Directions for this task:
Go through the material below, find each line with the word "bottom", and copy those lines.

Data for analysis:
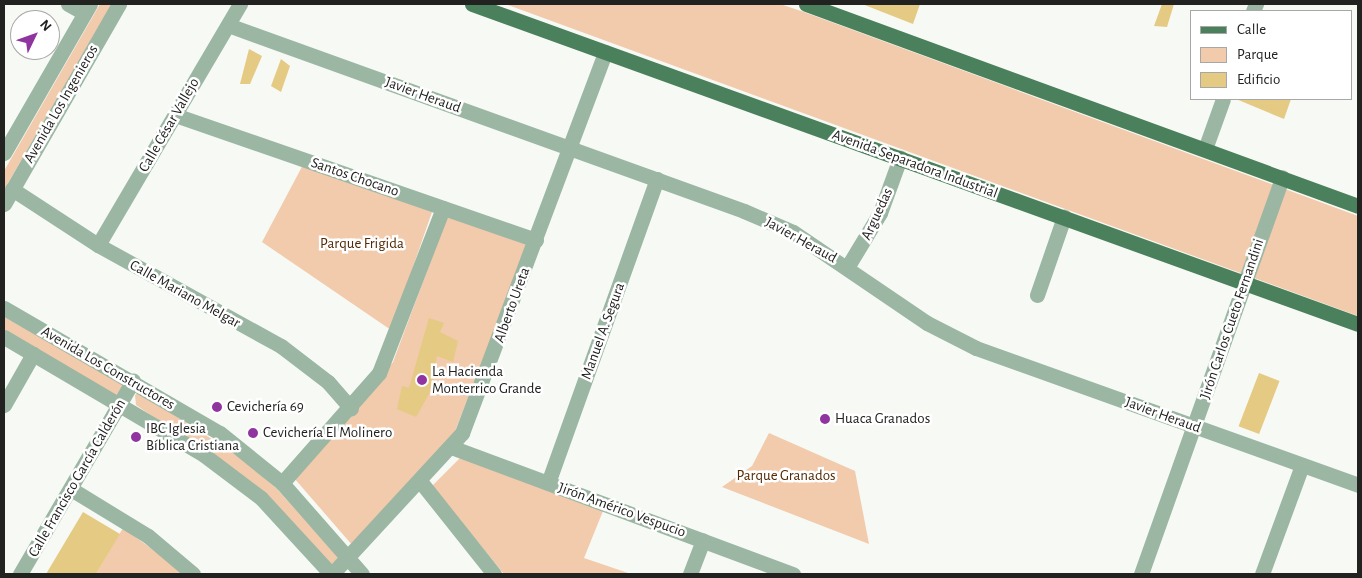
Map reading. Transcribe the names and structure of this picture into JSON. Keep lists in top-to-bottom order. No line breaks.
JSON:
{"streets":{"main road":["Avenida Separadora Industrial"],"street":["Javier Heraud","Avenida Los Ingenieros","Calle César Vallejo","Santos Chocano","Arguedas","Calle Mariano Melgar","Alberto Ureta","Jirón Carlos Cueto Fernandini","Manuel A. Segura","Avenida Los Constructores","Calle Francisco García Calderón","Jirón Américo Vespucio"]},"crossings":[["Javier Heraud","Calle César Vallejo"],["Javier Heraud","Arguedas"],["Javier Heraud","Alberto Ureta"],["Javier Heraud","Jirón Carlos Cueto Fernandini"],["Javier Heraud","Manuel A. Segura"],["Avenida Los Ingenieros","Calle Mariano Melgar"],["Calle César Vallejo","Santos Chocano"],["Calle César Vallejo","Calle Mariano Melgar"],["Avenida Separadora Industrial","Arguedas"],["Avenida Separadora Industrial","Alberto Ureta"],["Avenida Separadora Industrial","Jirón Carlos Cueto Fernandini"],["Santos Chocano","Alberto Ureta"],["Alberto Ureta","Avenida Los Constructores"],["Alberto Ureta","Jirón Américo Vespucio"],["Manuel A. Segura","Jirón Américo Vespucio"],["Avenida Los Constructores","Calle Francisco García Calderón"]],"parks":["Parque Frigida","Parque Granados"],"places":["La Hacienda Monterrico Grande","Cevichería 69","Huaca Granados","Cevichería El Molinero","IBC Iglesia Bíblica Cristiana"],"legend":["Calle","Parque","Edificio"],"north":"top right"}
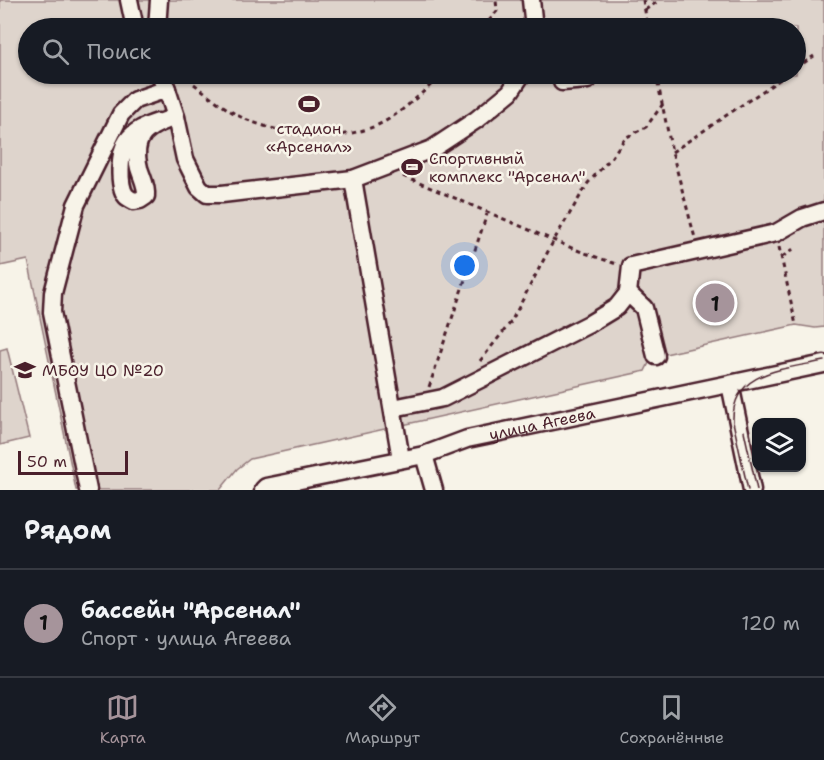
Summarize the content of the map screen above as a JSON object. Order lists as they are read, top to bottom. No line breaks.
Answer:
{"streets":{"street":["улица Агеева"]},"places":{"sports":["стадион «Арсенал»","Спортивный комплекс \"Арсенал\""],"school or university":["МБОУ ЦО №20"]},"scale_bar":"50 m","page":{"search":"Поиск","pins":"1","scale":"50 m","heading":"Рядом","list":[{"mark":"1","name":"бассейн \"Арсенал\"","note":"Спорт · улица Агеева","value":"120 m"}],"nav":["Карта","Маршрут","Сохранённые"]}}
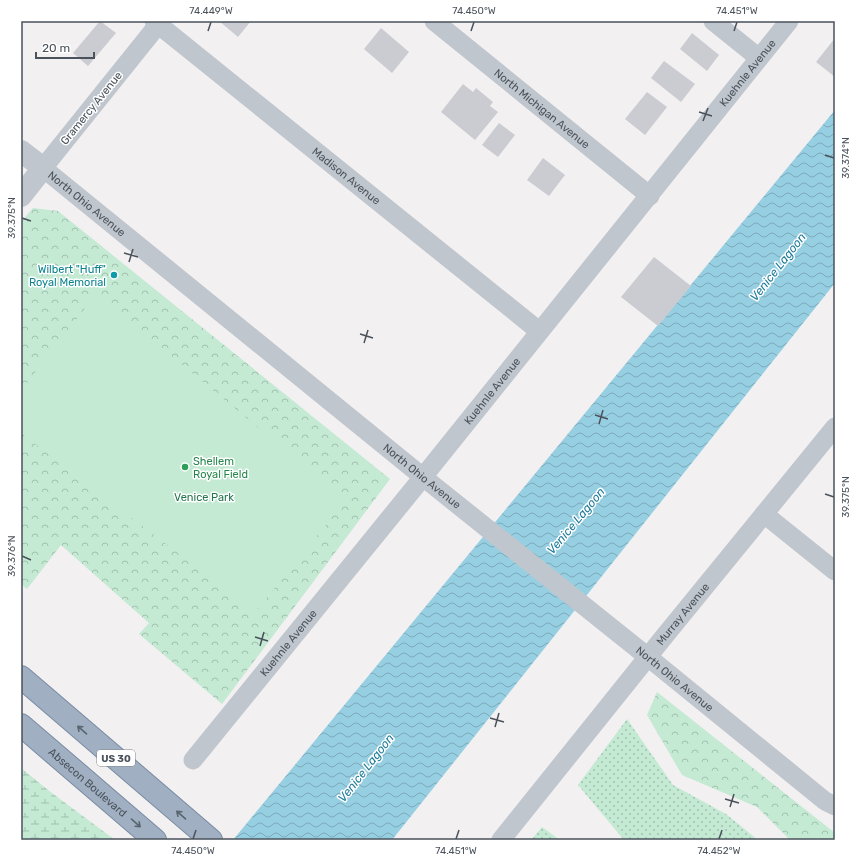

Written solution:
Map reading. Transcribe the names and structure of this picture into JSON. Keep lists in top-to-bottom order. No line breaks.
Summarize the content of the map screen above as a JSON object. Order lists as they are read, top to bottom. No line breaks.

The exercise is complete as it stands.